Ad alternarsi ai loro racconti Marco Spaggiari, cantante autore dell’inno CSI Varese, che ha allietato i presenti con tante sue canzoni e altrettanti spunti di riflessione.
 

Al termine del torneo spazio anche alla Fede, con la Santa Messa, celebrata la domenica pomeriggio, presso la Chiesa Nuova di Laveno Mombello il luogo dov’è conservato il quadro della “Madonna del Verbano-Patrona dei Calciatori”.

Solenne è risultata l’introduzione di Mons.

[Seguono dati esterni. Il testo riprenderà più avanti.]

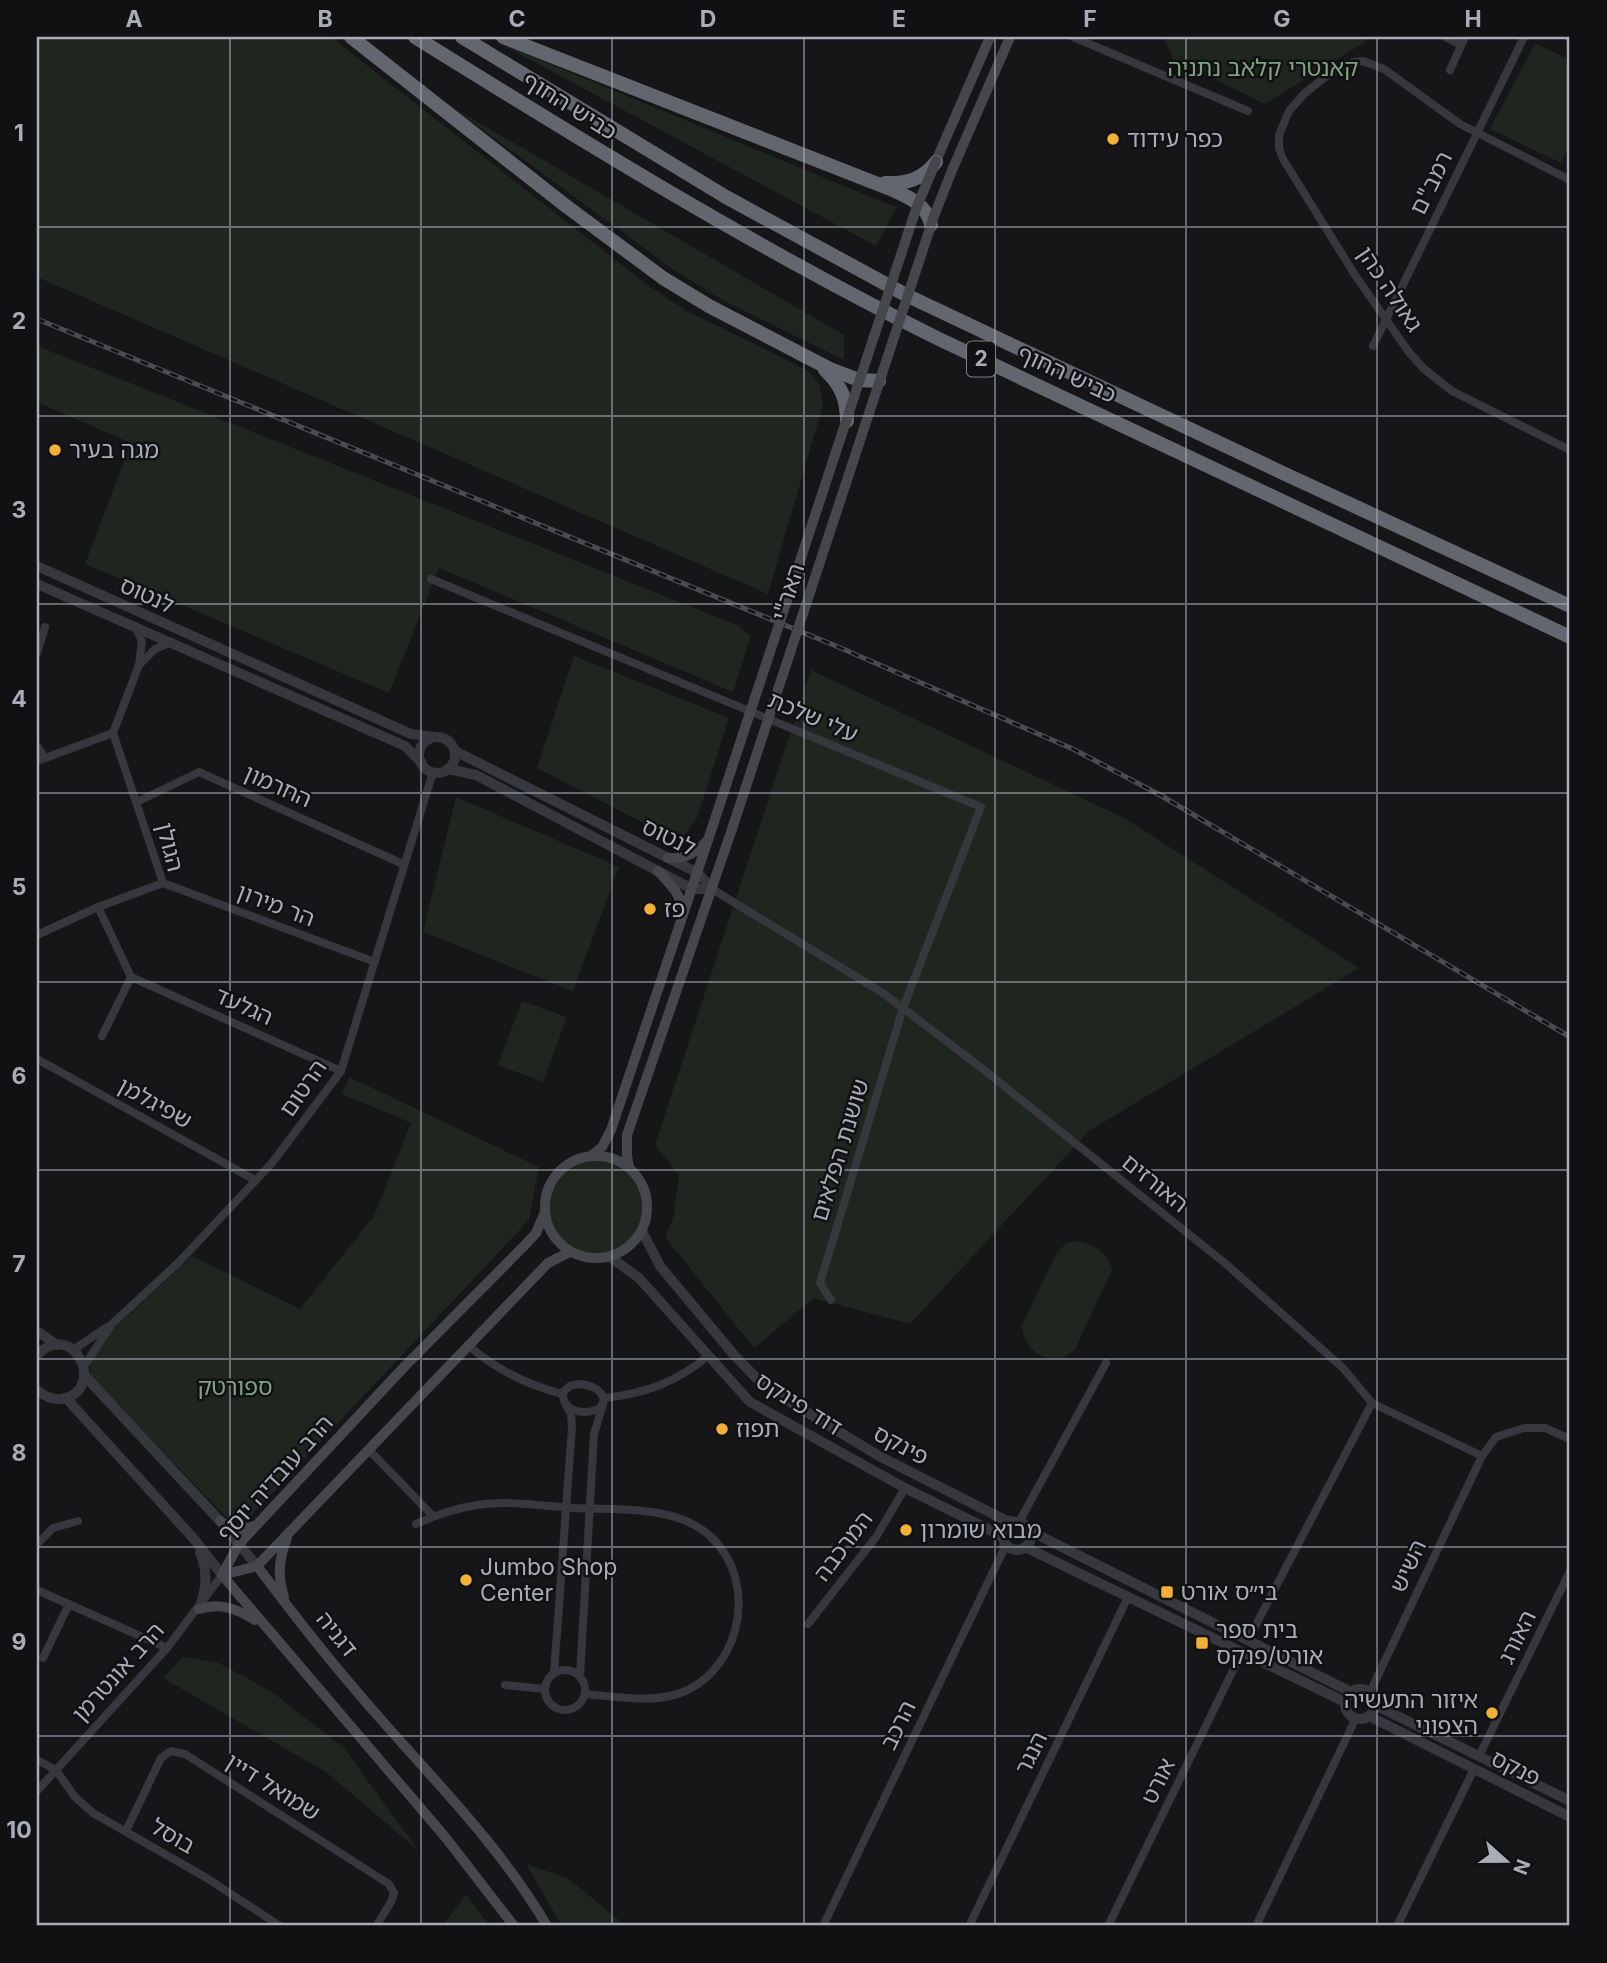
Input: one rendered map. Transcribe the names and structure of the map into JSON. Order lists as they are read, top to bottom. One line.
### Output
{"streets":{"highway":["כביש החוף","2"],"main road":["האר\"י","הרב עובדיה יוסף","דגניה"],"street":["רמב\"ם","גאולה כהן","לנטוס","עלי שלכת","החרמון","הגולן","הר מירון","הגלעד","הרטום","שפיגלמן","שושנת הפלאים","האורזים","דוד פינקס","פינקס","המרכבה","השיש","האורג","הרב אונטרמן","הרכב","הנגר","פנקס","אורט","שמואל דיין","בוסל"]},"crossings":[["רמב\"ם","גאולה כהן"],["האר\"י","לנטוס"],["האר\"י","האורזים"],["האר\"י","דוד פינקס"],["האר\"י","פינקס"],["האר\"י","הרב עובדיה יוסף"],["לנטוס","הרטום"],["לנטוס","האורזים"],["עלי שלכת","שושנת הפלאים"],["עלי שלכת","האורזים"],["החרמון","הגולן"],["החרמון","הרטום"],["הגולן","הר מירון"],["הר מירון","הרטום"],["הגלעד","הרטום"],["הרטום","שפיגלמן"],["הרטום","דגניה"],["שושנת הפלאים","האורזים"],["האורזים","השיש"],["דוד פינקס","פינקס"],["דוד פינקס","הרב עובדיה יוסף"],["דוד פינקס","המרכבה"],["דוד פינקס","הרכב"],["פינקס","הרב עובדיה יוסף"],["פינקס","הרכב"],["הרב עובדיה יוסף","דגניה"],["הרב עובדיה יוסף","הרב אונטרמן"],["השיש","פנקס"],["הרב אונטרמן","בוסל"],["שמואל דיין","בוסל"]],"parks":["קאנטרי קלאב נתניה","ספורטק"],"places":{"other":["כפר עידוד","מגה בעיר","פז","תפוז","מבוא שומרון","Jumbo Shop Center","איזור התעשיה הצפוני"],"transit":["בי״ס אורט","בית ספר אורט/פנקס"]},"north":"right","grid":{"columns":["A","B","C","D","E","F","G","H"],"rows":["1","2","3","4","5","6","7","8","9","10"]}}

Franco Agnesi, nel Suo nuovo incarico di
Vicario Generale della Diocesi di Milano, che ha evidenziato l’importanza dello sport giovanile e  della presenza di allenatori, dirigenti, accompagnatori e genitori  disponibili a

“rendere felici e sorridenti” i bambini.

E’ stato poi il momento di una sua forte presa di posizione: il desiderio e l’impegno di elevare a Santuario dei Calciatori, la chiesa stessa.

A celebrare la funzione Don Angelo Nigro, grande amico del CSI Varese, che ha concentrato l’attenzione anche dei più giovani, con aneddoti della sua vita, intrisi di contenuti altamente Sportivo/Educativo/Spirituali.

Momento toccante anche quello delle preghiere dei fedeli, nelle quali sono stati citati Emiliano Mondonico e Daniele Radaelli, due grandi uomini di sport vicini al Centro Sportivo Italiano recentemente mancati.

Anche l’Offertorio ha creato un momento fortemente simbolico.
All’altare la bandiera del 50° del CSI 
Varesino, portata dal piccolo Raffaele (il più giovane tesserato CSI della Società locale).

Ad accompagnarlo il Papà Riccardo e il Nonno Ercole (Sindaco di Laveno), come segno di continuità, di 3 diverse generazioni sotto il segno del CSI.
E come ogni “Festa”, si è concluso con la premiazione delle sei squadre partecipanti ed un

simpatico aperitivo, accuratamente preparato sul piazzale antistante la chiesa.

Grande soddisfazione per il presidente Redento Colletto, sempre presente durante la manifestazione “un enorme grazie a tutti coloro che hanno organizzato questo evento così ben riuscito. Lo sport e i nostri valori sono stati uniti in maniera magistrale in una due giorni in pieno spirito CSI“.

 I volontari però sono già al lavoro, con un obbiettivo ben preciso: potersi ancora migliorare, nella sua futura e 4a edizione del torneo nel 2019.